Updated essentiality conclusions and wholesale HSA service mandate

  1. The Commission considers that the results of the updated application of the Essentiality Test demonstrate that all wholesale HSA services are essential. The Commission previously found wholesale HSA services that use FTTP access facilities to be essential and subject to being mandated – it merely limited the availability of that access to the disaggregated HSA that years of real-world experience ultimately proved unviable. The adjustments to the duplicability conclusions and policy considerations in this regulatory policy will result in regulatory treatment that ensures competitors have effective access to wholesale services. They advance the objectives of the wholesale framework and the Act and are consistent with the 2023 Policy Direction.Footnote 6
  2. As markets have developed, it has become clear that without viable aggregated access to the incumbents’ networks, companies that rely on wholesale services have not been able to effectively compete and deliver additional innovation and choice to Canadian consumers. Because it can also be used to provide competing Internet services, disaggregated HSA also meets the Essentiality Test.
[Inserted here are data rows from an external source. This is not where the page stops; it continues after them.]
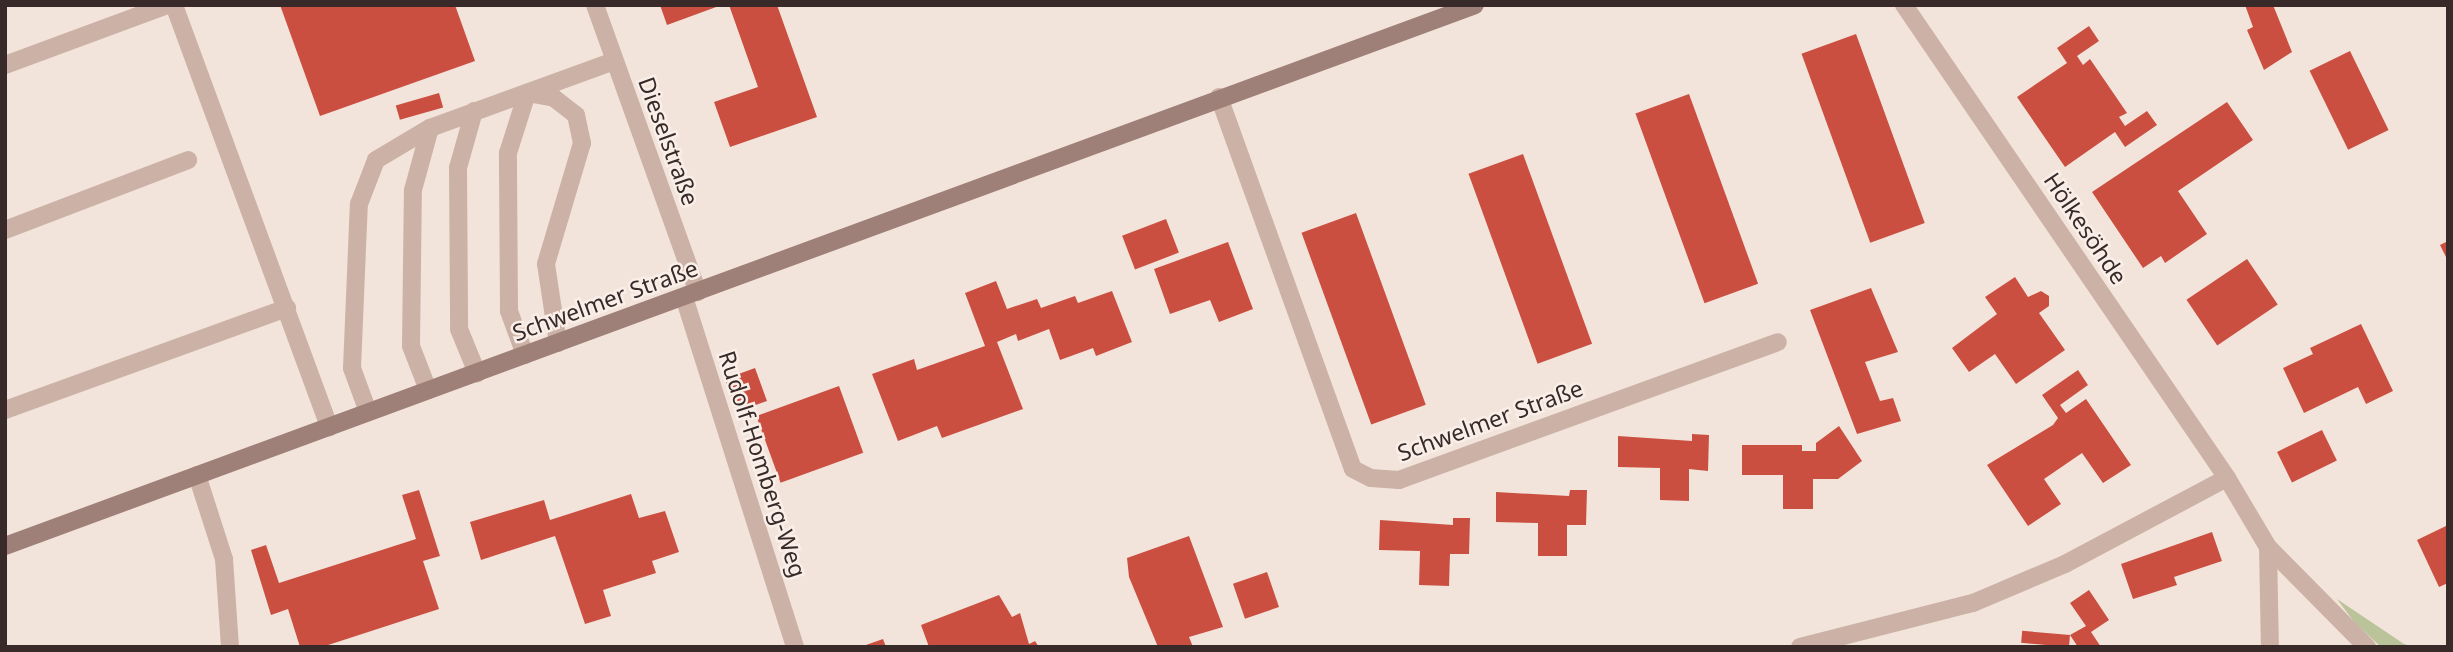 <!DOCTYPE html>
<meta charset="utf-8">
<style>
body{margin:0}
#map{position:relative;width:2453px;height:652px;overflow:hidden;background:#f3e4db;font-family:"Noto Sans",sans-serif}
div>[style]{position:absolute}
.green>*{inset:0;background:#bbc39a}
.building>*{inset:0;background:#cb4f41;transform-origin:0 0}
.lane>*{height:18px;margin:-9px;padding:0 9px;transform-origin:9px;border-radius:9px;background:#ccb2a6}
.street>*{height:18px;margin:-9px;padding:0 9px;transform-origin:9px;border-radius:9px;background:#ccb2a6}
.secondary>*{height:18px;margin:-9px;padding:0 9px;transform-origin:9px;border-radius:9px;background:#9f8078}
span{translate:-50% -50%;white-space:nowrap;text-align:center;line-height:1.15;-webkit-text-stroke:5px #faefe8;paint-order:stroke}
.street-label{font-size:23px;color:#372a28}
.frame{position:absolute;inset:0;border:7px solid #372a28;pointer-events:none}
</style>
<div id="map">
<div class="green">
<i style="clip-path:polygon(2337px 599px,2404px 644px,2415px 647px,2381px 647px,2355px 623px)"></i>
</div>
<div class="building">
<i style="clip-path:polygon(280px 5px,455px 5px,475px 61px,320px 116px)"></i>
<i style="clip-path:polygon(660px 5px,719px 5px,719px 6px,667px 25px)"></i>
<i style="clip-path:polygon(729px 5px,777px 5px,817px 117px,730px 147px,714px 102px,758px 87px)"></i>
<i style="clip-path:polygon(2245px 5px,2273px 5px,2292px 52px,2264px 70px,2247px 30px,2253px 27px)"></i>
<i style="clip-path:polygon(2089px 26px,2099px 41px,2077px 56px,2083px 65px,2090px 59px,2127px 113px,2119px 117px,2125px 126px,2147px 111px,2157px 125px,2125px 147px,2115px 132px,2065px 167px,2017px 97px,2067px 63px,2057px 48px)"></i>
<i style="left:1856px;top:34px;width:201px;height:58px;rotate:70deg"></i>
<i style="left:2350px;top:51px;width:88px;height:45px;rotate:64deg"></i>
<i style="left:439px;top:93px;width:15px;height:45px;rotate:74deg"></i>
<i style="left:1689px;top:94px;width:202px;height:57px;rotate:70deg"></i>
<i style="clip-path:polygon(2227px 102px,2253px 140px,2178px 191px,2207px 234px,2165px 263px,2161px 256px,2143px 268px,2092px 192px)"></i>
<i style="left:1523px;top:154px;width:202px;height:58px;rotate:70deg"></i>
<i style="left:1356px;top:213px;width:204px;height:58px;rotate:70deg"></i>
<i style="left:1166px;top:219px;width:36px;height:47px;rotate:69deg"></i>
<i style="clip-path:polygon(2448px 241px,2448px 261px,2440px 245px)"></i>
<i style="clip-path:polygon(1228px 242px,1253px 309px,1219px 322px,1210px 300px,1170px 314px,1154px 269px)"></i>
<i style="left:2247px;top:259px;width:55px;height:73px;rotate:56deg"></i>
<i style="clip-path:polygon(2015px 277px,2028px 297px,2041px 291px,2049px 296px,2049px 306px,2039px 313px,2065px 350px,2016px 384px,1995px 354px,1969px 372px,1952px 348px,1997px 314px,1985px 297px)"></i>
<i style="clip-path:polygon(996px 281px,1007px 309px,1037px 299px,1041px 308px,1075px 296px,1078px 303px,1112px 291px,1132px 342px,1096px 356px,1093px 348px,1060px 360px,1049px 329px,1018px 341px,1016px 334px,997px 342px,1023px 409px,942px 438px,937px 426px,898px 441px,872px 374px,914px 359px,917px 370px,985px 346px,965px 293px)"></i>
<i style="clip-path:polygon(1871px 288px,1898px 352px,1865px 362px,1880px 401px,1893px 398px,1901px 421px,1857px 434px,1810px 310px)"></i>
<i style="clip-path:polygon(2361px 324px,2393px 391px,2366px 404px,2358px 387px,2304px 413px,2283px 368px,2313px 354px,2310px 348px)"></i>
<i style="left:755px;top:368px;width:35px;height:32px;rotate:70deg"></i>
<i style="clip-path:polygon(2078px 370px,2088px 385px,2060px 405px,2066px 413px,2086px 399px,2131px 465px,2103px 483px,2082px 453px,2044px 479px,2061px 504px,2028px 526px,1987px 465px,2053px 425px,2058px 418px,2042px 395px)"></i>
<i style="left:839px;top:386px;width:71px;height:88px;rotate:70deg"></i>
<i style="clip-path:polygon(1839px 426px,1862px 461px,1838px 479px,1813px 479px,1813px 509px,1783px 509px,1783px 475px,1742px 475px,1742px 445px,1802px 445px,1802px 451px,1816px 451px,1816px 443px)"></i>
<i style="left:2322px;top:430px;width:34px;height:50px;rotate:64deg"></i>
<i style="clip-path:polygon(1692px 434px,1709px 435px,1708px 471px,1689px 469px,1689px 501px,1660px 500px,1660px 468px,1618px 467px,1618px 436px,1692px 441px)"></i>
<i style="clip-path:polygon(419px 490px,440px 556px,423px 561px,439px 609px,322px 647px,300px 647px,288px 609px,271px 615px,251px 550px,266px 545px,279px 583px,416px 539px,402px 495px)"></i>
<i style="clip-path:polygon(1570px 490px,1587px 490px,1586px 525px,1567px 525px,1567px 556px,1538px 556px,1538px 523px,1496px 522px,1496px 492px,1569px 496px)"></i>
<i style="clip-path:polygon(631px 494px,639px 518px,665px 511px,679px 552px,652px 561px,656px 573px,603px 590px,611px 616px,585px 624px,555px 536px,481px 560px,470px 522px,544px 500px,550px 520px)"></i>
<i style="clip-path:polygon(1453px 518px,1470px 518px,1469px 554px,1450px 554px,1449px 586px,1419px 585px,1420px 551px,1379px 550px,1380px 520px,1453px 525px)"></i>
<i style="clip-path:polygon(2448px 525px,2448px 583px,2439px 587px,2417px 540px)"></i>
<i style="clip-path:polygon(2212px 532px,2222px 561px,2174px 577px,2177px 585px,2133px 599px,2121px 564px)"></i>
<i style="clip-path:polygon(1189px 536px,1223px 627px,1189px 637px,1193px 647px,1158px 647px,1129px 577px,1127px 558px)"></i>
<i style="left:1267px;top:572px;width:37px;height:36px;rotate:71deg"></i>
<i style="clip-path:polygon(2089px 590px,2109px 620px,2091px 632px,2101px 647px,2078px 647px,2070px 635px,2086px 626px,2070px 603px)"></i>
<i style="clip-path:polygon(999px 595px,1012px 617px,1020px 613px,1029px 644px,1035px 641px,1039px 647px,929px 647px,921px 625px)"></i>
<i style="left:2070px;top:635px;width:12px;height:48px;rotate:95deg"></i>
<i style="clip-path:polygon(883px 639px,886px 647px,863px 647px,863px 646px)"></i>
</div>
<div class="lane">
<i style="left:174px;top:5px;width:450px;rotate:69.8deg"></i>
<i style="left:5px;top:65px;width:173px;rotate:-20.3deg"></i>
<i style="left:527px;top:93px;width:27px;rotate:10deg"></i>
<i style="left:554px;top:98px;width:28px;rotate:38deg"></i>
<i style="left:576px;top:115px;width:29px;rotate:78deg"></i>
<i style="left:582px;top:143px;width:126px;rotate:106.6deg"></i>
<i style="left:546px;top:264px;width:80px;rotate:81.4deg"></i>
<i style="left:1219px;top:97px;width:395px;rotate:70.2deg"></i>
<i style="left:1353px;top:469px;width:20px;rotate:27deg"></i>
<i style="left:1371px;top:478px;width:28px;rotate:4deg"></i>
<i style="left:1399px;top:480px;width:403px;rotate:-20deg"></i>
<i style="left:474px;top:111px;width:59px;rotate:105.7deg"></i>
<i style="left:458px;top:168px;width:161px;rotate:89.6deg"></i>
<i style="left:459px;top:329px;width:48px;rotate:67.8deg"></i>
<i style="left:5px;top:230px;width:196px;rotate:-20.9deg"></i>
<i style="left:684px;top:297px;width:367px;rotate:72.4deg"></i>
<i style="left:525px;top:355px;width:47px;rotate:-110deg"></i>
<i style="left:509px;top:311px;width:158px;rotate:-90.4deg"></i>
<i style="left:508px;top:153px;width:63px;rotate:-72.4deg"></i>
<i style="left:428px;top:390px;width:47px;rotate:-111.1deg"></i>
<i style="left:411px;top:346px;width:156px;rotate:-89.3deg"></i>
<i style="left:413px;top:190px;width:64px;rotate:-74.7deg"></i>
<i style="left:5px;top:410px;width:300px;rotate:-19.9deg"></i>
<i style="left:368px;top:412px;width:47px;rotate:-110deg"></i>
<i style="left:352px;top:368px;width:164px;rotate:-87.6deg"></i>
<i style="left:359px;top:204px;width:47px;rotate:-68.9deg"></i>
<i style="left:376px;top:160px;width:63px;rotate:-30.7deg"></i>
<i style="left:430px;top:128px;width:196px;rotate:-20deg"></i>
<i style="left:1800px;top:647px;width:179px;rotate:-14.3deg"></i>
<i style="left:1973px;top:603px;width:100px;rotate:-23deg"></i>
<i style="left:2065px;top:564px;width:183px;rotate:-28deg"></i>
</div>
<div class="street">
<i style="left:595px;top:5px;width:305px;rotate:70.3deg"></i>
<i style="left:1904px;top:5px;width:573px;rotate:55.67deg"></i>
<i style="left:2227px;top:478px;width:80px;rotate:59.3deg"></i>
<i style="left:2268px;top:547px;width:141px;rotate:45.3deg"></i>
<i style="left:197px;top:475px;width:88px;rotate:72.2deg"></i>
<i style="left:224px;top:559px;width:88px;rotate:86.1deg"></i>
<i style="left:2268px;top:547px;width:100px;rotate:88.9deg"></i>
</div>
<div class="secondary">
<i style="left:5px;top:546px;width:1566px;rotate:-20.2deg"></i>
</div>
<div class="street-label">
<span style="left:669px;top:141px;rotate:70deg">Dieselstraße</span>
<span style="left:2086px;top:228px;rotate:56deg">Hölkesöhde</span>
<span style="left:605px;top:300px;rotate:-20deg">Schwelmer Straße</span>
<span style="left:1490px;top:420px;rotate:-20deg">Schwelmer Straße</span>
<span style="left:763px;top:464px;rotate:72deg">Rudolf-Homberg-Weg</span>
</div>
<div class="frame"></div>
</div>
However, disaggregated HSA is not sufficient on its own to guard against unjust discrimination and undue preference if mandated in isolation from aggregated HSA. Although disaggregated HSA is not viable to support broad competition, there may be some use cases for such a service if it is mandated in conjunction with aggregated HSA. This regulatory policy focuses on aggregated HSA, given the urgency to provide workable access to fibre. The Commission will issue its determinations on disaggregated HSA in a future decision.